ACTIVITY: Go through the entries below and count the lines where the word "button" appears; give only the count.

INPUT FOR THIS TASK:
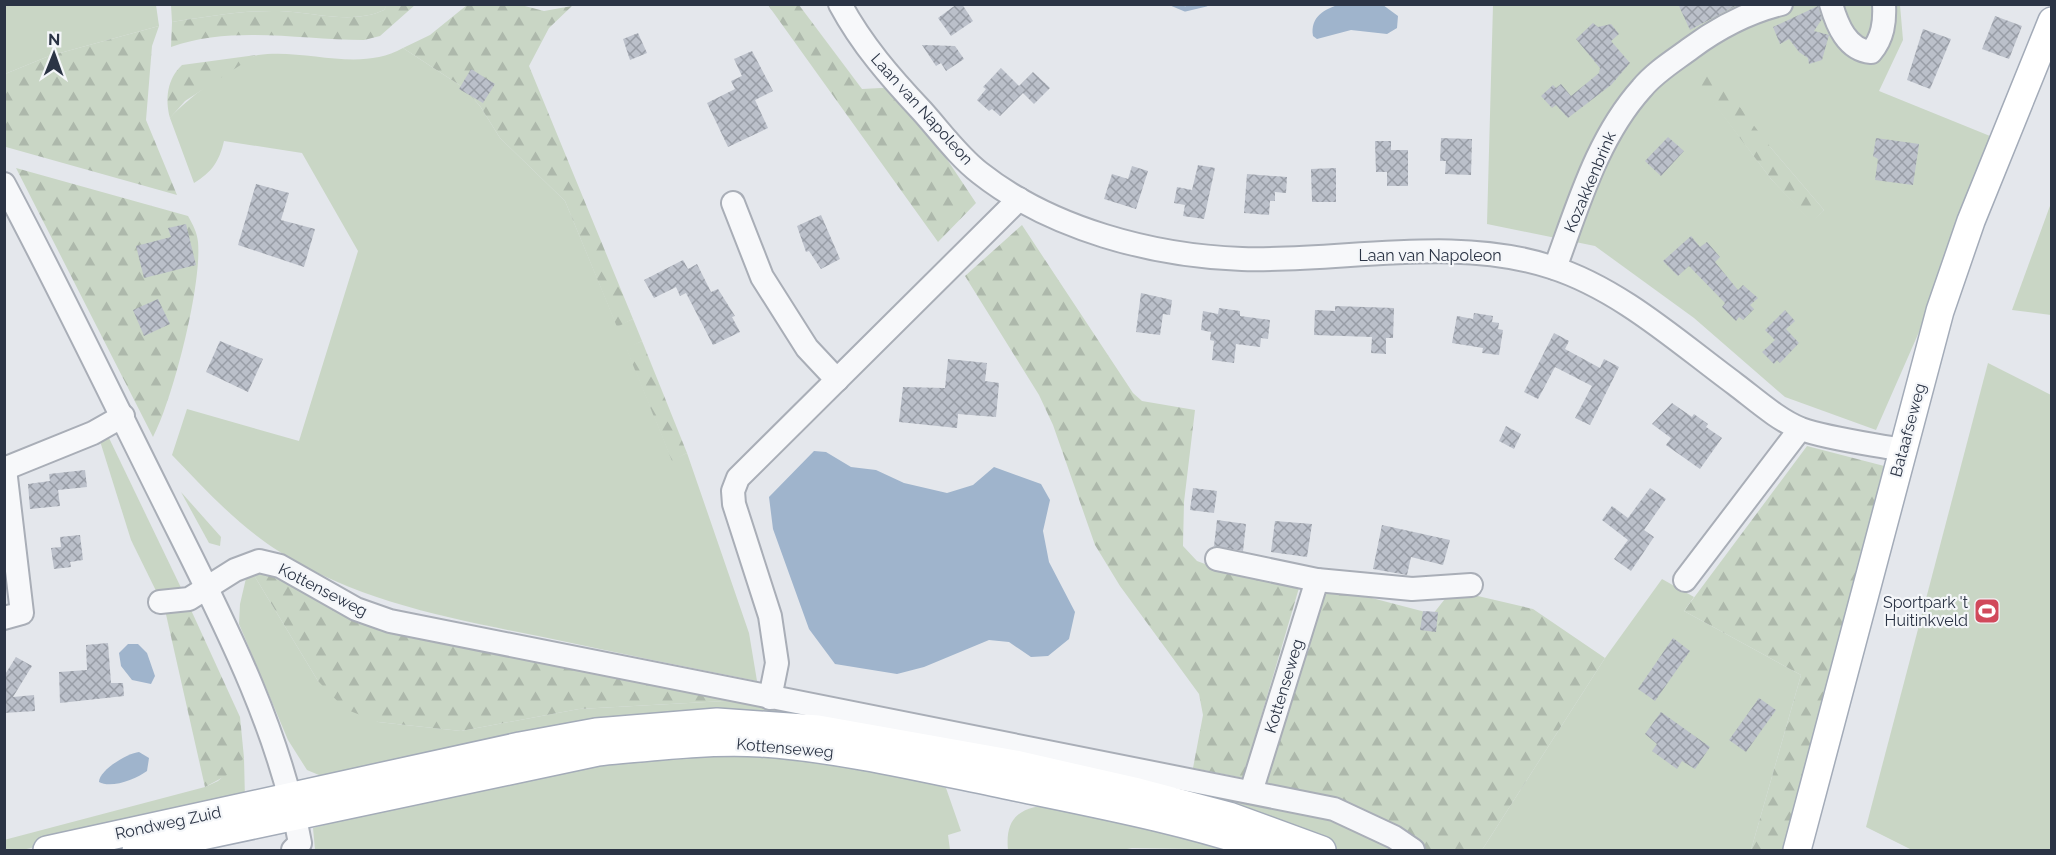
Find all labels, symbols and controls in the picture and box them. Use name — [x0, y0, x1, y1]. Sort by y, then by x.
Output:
north arrow — [24, 24, 84, 84]
text: N — [48, 30, 61, 49]
street label: Laan van Napoleon — [867, 49, 977, 169]
street label: Kozakkenbrink — [1560, 128, 1620, 235]
street label: Laan van Napoleon — [1358, 246, 1502, 265]
street label: Bataafseweg — [1886, 381, 1930, 479]
street label: Kottenseweg — [275, 559, 371, 621]
place label: Sportpark 't Huitinkveld — [1883, 593, 1969, 630]
sports icon: Sportpark 't Huitinkveld — [1972, 596, 2002, 626]
street label: Kottenseweg — [1261, 637, 1307, 735]
street label: Kottenseweg — [736, 734, 834, 762]
street label: Rondweg Zuid — [113, 802, 223, 844]

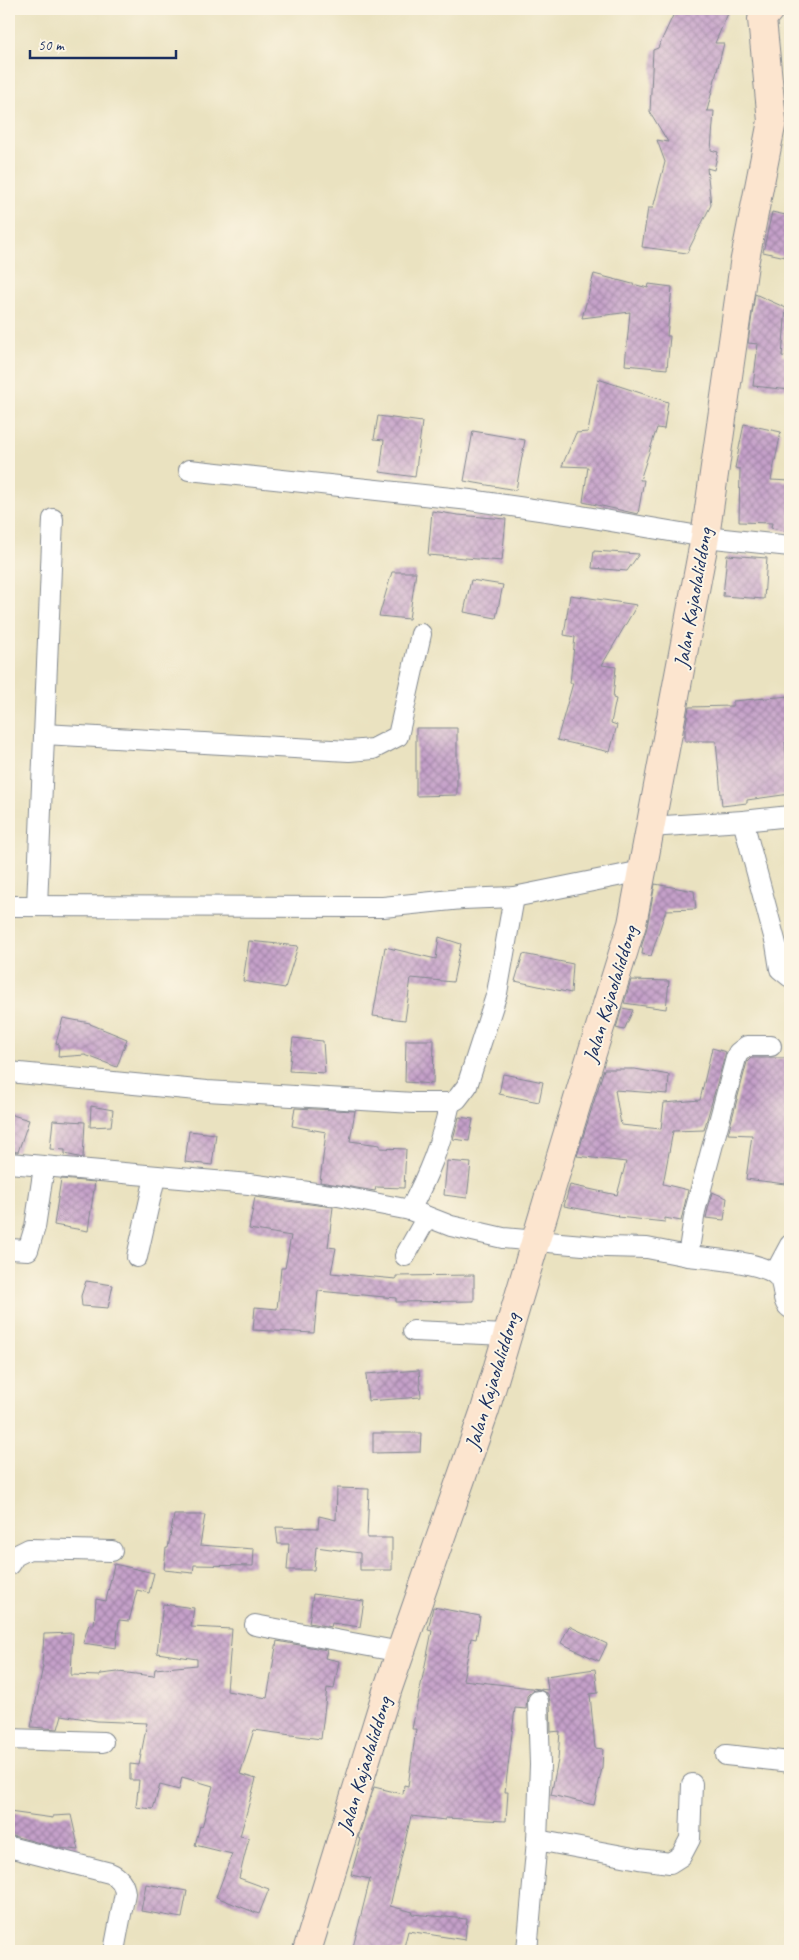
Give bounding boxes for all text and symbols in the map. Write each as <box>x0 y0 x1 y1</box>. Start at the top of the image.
scale bar <box>30 28 176 60</box>
text: 50 m <box>38 36 65 55</box>
street label: Jalan Kajaolaliddong <box>668 525 718 671</box>
street label: Jalan Kajaolaliddong <box>577 921 644 1066</box>
street label: Jalan Kajaolaliddong <box>459 1308 526 1453</box>
street label: Jalan Kajaolaliddong <box>331 1692 398 1837</box>

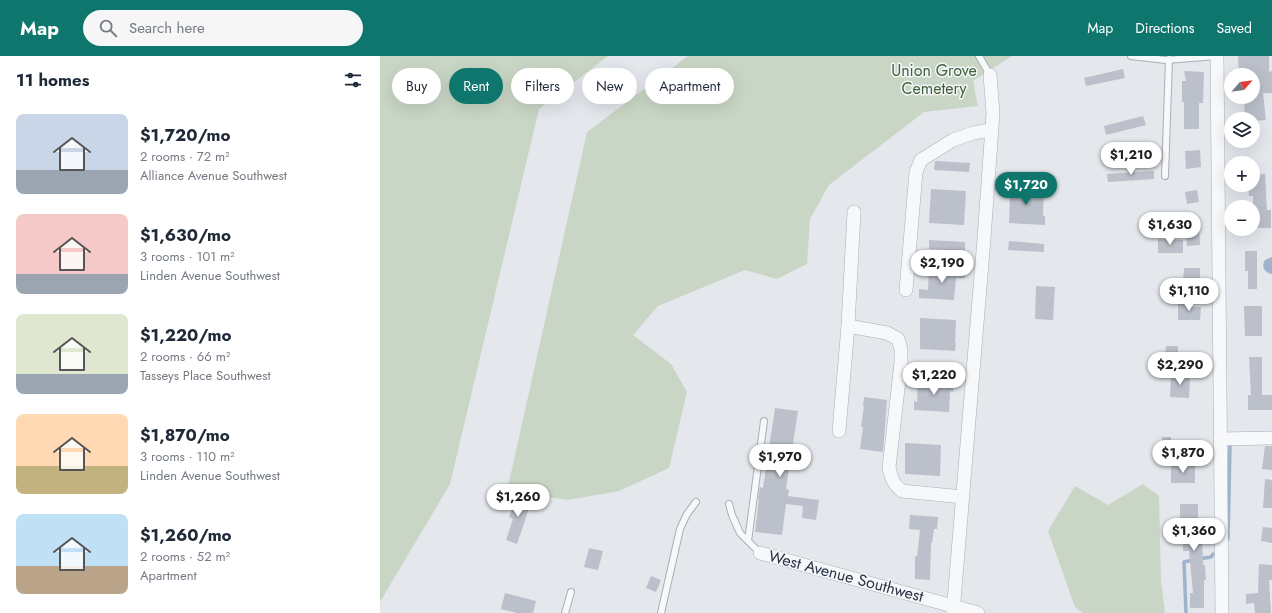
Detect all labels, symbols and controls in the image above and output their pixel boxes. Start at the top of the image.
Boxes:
search box [83,10,363,46]
text: Map [20,15,59,42]
icon: search [97,17,119,39]
text: Search here [129,17,205,39]
text: Map [1087,18,1113,38]
text: Directions [1135,18,1195,38]
text: Saved [1217,18,1252,38]
park label: Union Grove Cemetery [891,59,977,100]
text: 11 homes [16,68,90,92]
chip: Buy [392,68,441,104]
chip: Rent [449,68,503,104]
chip: Filters [511,68,574,104]
chip: New [582,68,637,104]
chip: Apartment [645,68,734,104]
north arrow [1224,68,1260,104]
map controls [1224,68,1260,236]
icon: filters [342,69,364,91]
button: layers [1224,112,1260,148]
text: $1,720/mo [140,123,231,147]
icon: home [48,130,96,178]
pin: $1,210 [1098,142,1164,176]
text: $1,210 [1110,145,1152,164]
text: 2 rooms · 72 m² [140,147,230,166]
button: + [1224,156,1260,192]
text: Alliance Avenue Southwest [140,166,287,185]
pin: $1,720 [993,172,1059,206]
text: $1,720 [1004,175,1048,194]
button: − [1224,200,1260,236]
pin: $1,630 [1137,212,1203,246]
text: $1,630 [1148,215,1192,234]
text: $1,630/mo [140,223,231,247]
icon: home [48,230,96,278]
text: 3 rooms · 101 m² [140,247,235,266]
pin: $2,190 [909,250,975,284]
text: $2,190 [920,253,964,272]
text: Linden Avenue Southwest [140,266,280,285]
pin: $1,110 [1156,278,1222,312]
text: $1,110 [1169,281,1209,300]
text: $1,220/mo [140,323,231,347]
icon: home [48,330,96,378]
text: 2 rooms · 66 m² [140,347,230,366]
pin: $2,290 [1147,352,1213,386]
text: $2,290 [1157,355,1203,374]
pin: $1,220 [901,362,967,396]
text: $1,220 [912,365,956,384]
text: Tasseys Place Southwest [140,366,271,385]
text: $1,870/mo [140,423,230,447]
icon: home [48,430,96,478]
pin: $1,870 [1150,440,1216,474]
text: $1,870 [1161,443,1205,462]
pin: $1,970 [747,444,813,478]
text: 3 rooms · 110 m² [140,447,235,466]
text: $1,970 [758,447,802,466]
text: Linden Avenue Southwest [140,466,280,485]
pin: $1,260 [485,484,551,518]
text: $1,260 [496,487,540,506]
pin: $1,360 [1161,518,1227,552]
text: $1,360 [1172,521,1216,540]
text: $1,260/mo [140,523,232,547]
icon: home [48,530,96,578]
street label: West Avenue Southwest [766,544,926,608]
text: 2 rooms · 52 m² [140,547,230,566]
text: Apartment [140,566,197,585]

EXPECTED ANSWER: 3